* _Description of the task_:
Repeat the data verbatim.

(Stored dataset items)
-=-=-=-=-

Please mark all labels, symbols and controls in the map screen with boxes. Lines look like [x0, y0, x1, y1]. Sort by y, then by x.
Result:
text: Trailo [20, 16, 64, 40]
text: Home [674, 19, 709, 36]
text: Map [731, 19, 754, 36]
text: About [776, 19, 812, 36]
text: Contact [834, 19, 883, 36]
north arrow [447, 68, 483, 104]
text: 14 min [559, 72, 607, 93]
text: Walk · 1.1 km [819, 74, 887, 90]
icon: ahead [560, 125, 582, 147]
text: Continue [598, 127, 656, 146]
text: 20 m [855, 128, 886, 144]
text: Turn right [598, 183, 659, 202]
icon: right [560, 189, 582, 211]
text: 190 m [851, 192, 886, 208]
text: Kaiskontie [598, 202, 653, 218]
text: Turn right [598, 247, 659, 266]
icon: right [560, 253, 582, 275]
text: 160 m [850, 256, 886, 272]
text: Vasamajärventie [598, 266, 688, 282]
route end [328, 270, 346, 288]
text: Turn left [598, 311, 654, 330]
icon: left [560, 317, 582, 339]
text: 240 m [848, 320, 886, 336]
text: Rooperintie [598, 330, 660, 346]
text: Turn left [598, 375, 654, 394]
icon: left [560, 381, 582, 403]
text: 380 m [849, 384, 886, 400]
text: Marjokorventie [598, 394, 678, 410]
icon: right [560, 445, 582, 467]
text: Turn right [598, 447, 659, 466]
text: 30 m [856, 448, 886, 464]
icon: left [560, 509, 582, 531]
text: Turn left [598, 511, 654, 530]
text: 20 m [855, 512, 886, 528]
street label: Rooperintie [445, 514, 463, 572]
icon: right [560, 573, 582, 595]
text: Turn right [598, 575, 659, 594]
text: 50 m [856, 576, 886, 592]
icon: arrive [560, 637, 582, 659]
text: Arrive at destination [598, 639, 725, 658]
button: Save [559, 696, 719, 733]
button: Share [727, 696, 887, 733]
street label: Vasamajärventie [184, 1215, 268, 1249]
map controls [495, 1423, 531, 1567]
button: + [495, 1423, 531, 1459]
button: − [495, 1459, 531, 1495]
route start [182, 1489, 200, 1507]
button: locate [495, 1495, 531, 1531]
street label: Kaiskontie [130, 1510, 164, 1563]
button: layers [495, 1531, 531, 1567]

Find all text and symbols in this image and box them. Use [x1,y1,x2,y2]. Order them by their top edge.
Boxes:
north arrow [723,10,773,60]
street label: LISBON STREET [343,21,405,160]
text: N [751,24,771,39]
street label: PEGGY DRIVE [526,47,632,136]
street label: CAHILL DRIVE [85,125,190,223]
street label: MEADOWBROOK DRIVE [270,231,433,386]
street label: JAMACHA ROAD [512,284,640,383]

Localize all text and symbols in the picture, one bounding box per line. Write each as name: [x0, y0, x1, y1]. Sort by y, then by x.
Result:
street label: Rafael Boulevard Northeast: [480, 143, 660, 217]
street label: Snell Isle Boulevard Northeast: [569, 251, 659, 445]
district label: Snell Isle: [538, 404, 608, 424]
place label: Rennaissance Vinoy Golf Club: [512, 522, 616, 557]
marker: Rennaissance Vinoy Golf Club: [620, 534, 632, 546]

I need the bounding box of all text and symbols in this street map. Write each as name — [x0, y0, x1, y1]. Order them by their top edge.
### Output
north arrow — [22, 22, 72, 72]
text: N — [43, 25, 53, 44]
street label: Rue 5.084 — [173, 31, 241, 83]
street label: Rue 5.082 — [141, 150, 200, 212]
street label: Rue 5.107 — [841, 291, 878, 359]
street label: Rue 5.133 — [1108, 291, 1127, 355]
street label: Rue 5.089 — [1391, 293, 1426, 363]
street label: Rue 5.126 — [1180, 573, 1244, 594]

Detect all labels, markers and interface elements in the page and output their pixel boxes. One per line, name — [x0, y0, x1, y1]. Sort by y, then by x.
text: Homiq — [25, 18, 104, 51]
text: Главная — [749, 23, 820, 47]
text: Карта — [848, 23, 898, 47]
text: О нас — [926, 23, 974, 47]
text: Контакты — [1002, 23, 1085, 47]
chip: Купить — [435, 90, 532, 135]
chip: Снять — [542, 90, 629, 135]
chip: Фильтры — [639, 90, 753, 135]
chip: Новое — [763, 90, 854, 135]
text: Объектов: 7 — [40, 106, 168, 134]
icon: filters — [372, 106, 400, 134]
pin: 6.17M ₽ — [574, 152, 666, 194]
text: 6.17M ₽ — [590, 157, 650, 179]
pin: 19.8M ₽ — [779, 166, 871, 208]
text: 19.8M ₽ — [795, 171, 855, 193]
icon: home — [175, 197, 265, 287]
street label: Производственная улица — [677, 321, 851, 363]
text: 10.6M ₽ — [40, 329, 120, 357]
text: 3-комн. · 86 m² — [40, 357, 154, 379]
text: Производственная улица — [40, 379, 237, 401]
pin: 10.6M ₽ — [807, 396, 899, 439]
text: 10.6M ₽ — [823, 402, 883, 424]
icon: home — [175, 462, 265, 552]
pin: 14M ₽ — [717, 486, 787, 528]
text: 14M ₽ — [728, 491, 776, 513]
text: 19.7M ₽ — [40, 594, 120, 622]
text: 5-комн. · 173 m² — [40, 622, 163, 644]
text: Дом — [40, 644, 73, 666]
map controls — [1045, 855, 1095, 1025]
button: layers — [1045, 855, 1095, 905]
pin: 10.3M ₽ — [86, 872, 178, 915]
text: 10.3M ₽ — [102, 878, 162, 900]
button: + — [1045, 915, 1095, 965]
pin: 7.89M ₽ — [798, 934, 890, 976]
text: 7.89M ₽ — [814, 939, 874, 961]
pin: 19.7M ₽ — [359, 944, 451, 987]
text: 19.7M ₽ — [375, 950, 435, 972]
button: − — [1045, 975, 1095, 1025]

-=-=-=-=-

* _Answer section_:
Please mark all labels, symbols and controls in the map screen with boxes. Lines look like [x0, y0, x1, y1]. Sort by y, then by x.
Result:
text: Trailo [20, 16, 64, 40]
text: Home [674, 19, 709, 36]
text: Map [731, 19, 754, 36]
text: About [776, 19, 812, 36]
text: Contact [834, 19, 883, 36]
north arrow [447, 68, 483, 104]
text: 14 min [559, 72, 607, 93]
text: Walk · 1.1 km [819, 74, 887, 90]
icon: ahead [560, 125, 582, 147]
text: Continue [598, 127, 656, 146]
text: 20 m [855, 128, 886, 144]
text: Turn right [598, 183, 659, 202]
icon: right [560, 189, 582, 211]
text: 190 m [851, 192, 886, 208]
text: Kaiskontie [598, 202, 653, 218]
text: Turn right [598, 247, 659, 266]
icon: right [560, 253, 582, 275]
text: 160 m [850, 256, 886, 272]
text: Vasamajärventie [598, 266, 688, 282]
route end [328, 270, 346, 288]
text: Turn left [598, 311, 654, 330]
icon: left [560, 317, 582, 339]
text: 240 m [848, 320, 886, 336]
text: Rooperintie [598, 330, 660, 346]
text: Turn left [598, 375, 654, 394]
icon: left [560, 381, 582, 403]
text: 380 m [849, 384, 886, 400]
text: Marjokorventie [598, 394, 678, 410]
icon: right [560, 445, 582, 467]
text: Turn right [598, 447, 659, 466]
text: 30 m [856, 448, 886, 464]
icon: left [560, 509, 582, 531]
text: Turn left [598, 511, 654, 530]
text: 20 m [855, 512, 886, 528]
street label: Rooperintie [445, 514, 463, 572]
icon: right [560, 573, 582, 595]
text: Turn right [598, 575, 659, 594]
text: 50 m [856, 576, 886, 592]
icon: arrive [560, 637, 582, 659]
text: Arrive at destination [598, 639, 725, 658]
button: Save [559, 696, 719, 733]
button: Share [727, 696, 887, 733]
street label: Vasamajärventie [184, 1215, 268, 1249]
map controls [495, 1423, 531, 1567]
button: + [495, 1423, 531, 1459]
button: − [495, 1459, 531, 1495]
route start [182, 1489, 200, 1507]
button: locate [495, 1495, 531, 1531]
street label: Kaiskontie [130, 1510, 164, 1563]
button: layers [495, 1531, 531, 1567]

Find all text and symbols in this image and box them. Use [x1,y1,x2,y2]. Order them by their top edge.
Boxes:
north arrow [723,10,773,60]
street label: LISBON STREET [343,21,405,160]
text: N [751,24,771,39]
street label: PEGGY DRIVE [526,47,632,136]
street label: CAHILL DRIVE [85,125,190,223]
street label: MEADOWBROOK DRIVE [270,231,433,386]
street label: JAMACHA ROAD [512,284,640,383]

Localize all text and symbols in the picture, one bounding box per line. Write each as name: [x0, y0, x1, y1]. Sort by y, then by x.
Result:
street label: Rafael Boulevard Northeast: [480, 143, 660, 217]
street label: Snell Isle Boulevard Northeast: [569, 251, 659, 445]
district label: Snell Isle: [538, 404, 608, 424]
place label: Rennaissance Vinoy Golf Club: [512, 522, 616, 557]
marker: Rennaissance Vinoy Golf Club: [620, 534, 632, 546]

I need the bounding box of all text and symbols in this street map. Write each as name — [x0, y0, x1, y1]. Order them by their top edge.
### Output
north arrow — [22, 22, 72, 72]
text: N — [43, 25, 53, 44]
street label: Rue 5.084 — [173, 31, 241, 83]
street label: Rue 5.082 — [141, 150, 200, 212]
street label: Rue 5.107 — [841, 291, 878, 359]
street label: Rue 5.133 — [1108, 291, 1127, 355]
street label: Rue 5.089 — [1391, 293, 1426, 363]
street label: Rue 5.126 — [1180, 573, 1244, 594]

Detect all labels, markers and interface elements in the page and output their pixel boxes. One per line, name — [x0, y0, x1, y1]. Sort by y, then by x.
text: Homiq — [25, 18, 104, 51]
text: Главная — [749, 23, 820, 47]
text: Карта — [848, 23, 898, 47]
text: О нас — [926, 23, 974, 47]
text: Контакты — [1002, 23, 1085, 47]
chip: Купить — [435, 90, 532, 135]
chip: Снять — [542, 90, 629, 135]
chip: Фильтры — [639, 90, 753, 135]
chip: Новое — [763, 90, 854, 135]
text: Объектов: 7 — [40, 106, 168, 134]
icon: filters — [372, 106, 400, 134]
pin: 6.17M ₽ — [574, 152, 666, 194]
text: 6.17M ₽ — [590, 157, 650, 179]
pin: 19.8M ₽ — [779, 166, 871, 208]
text: 19.8M ₽ — [795, 171, 855, 193]
icon: home — [175, 197, 265, 287]
street label: Производственная улица — [677, 321, 851, 363]
text: 10.6M ₽ — [40, 329, 120, 357]
text: 3-комн. · 86 m² — [40, 357, 154, 379]
text: Производственная улица — [40, 379, 237, 401]
pin: 10.6M ₽ — [807, 396, 899, 439]
text: 10.6M ₽ — [823, 402, 883, 424]
icon: home — [175, 462, 265, 552]
pin: 14M ₽ — [717, 486, 787, 528]
text: 14M ₽ — [728, 491, 776, 513]
text: 19.7M ₽ — [40, 594, 120, 622]
text: 5-комн. · 173 m² — [40, 622, 163, 644]
text: Дом — [40, 644, 73, 666]
map controls — [1045, 855, 1095, 1025]
button: layers — [1045, 855, 1095, 905]
pin: 10.3M ₽ — [86, 872, 178, 915]
text: 10.3M ₽ — [102, 878, 162, 900]
button: + — [1045, 915, 1095, 965]
pin: 7.89M ₽ — [798, 934, 890, 976]
text: 7.89M ₽ — [814, 939, 874, 961]
pin: 19.7M ₽ — [359, 944, 451, 987]
text: 19.7M ₽ — [375, 950, 435, 972]
button: − — [1045, 975, 1095, 1025]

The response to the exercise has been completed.